───── Extracted data

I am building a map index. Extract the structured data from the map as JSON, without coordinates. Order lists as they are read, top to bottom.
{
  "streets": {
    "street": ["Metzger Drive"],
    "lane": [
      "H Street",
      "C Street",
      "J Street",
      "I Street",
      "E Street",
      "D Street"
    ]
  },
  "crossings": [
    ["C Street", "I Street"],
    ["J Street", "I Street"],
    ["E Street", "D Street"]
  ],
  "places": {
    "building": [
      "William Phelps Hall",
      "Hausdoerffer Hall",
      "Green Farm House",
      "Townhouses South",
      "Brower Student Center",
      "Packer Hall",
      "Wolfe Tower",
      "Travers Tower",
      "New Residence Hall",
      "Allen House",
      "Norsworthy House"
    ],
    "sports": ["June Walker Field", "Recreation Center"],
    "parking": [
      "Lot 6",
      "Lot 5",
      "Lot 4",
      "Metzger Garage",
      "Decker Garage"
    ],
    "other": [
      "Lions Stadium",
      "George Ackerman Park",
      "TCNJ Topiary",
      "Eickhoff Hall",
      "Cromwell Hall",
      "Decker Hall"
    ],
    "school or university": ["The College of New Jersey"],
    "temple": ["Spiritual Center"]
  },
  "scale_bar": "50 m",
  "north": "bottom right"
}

──────────

◆ **Exercise goal**
Look over the records above, and wherever a line contains the string "building", copy that line.

◆ **Solution to the problem**
I am building a map index. Extract the structured data from the map as JSON, without coordinates. Order lists as they are read, top to bottom.
    "building": [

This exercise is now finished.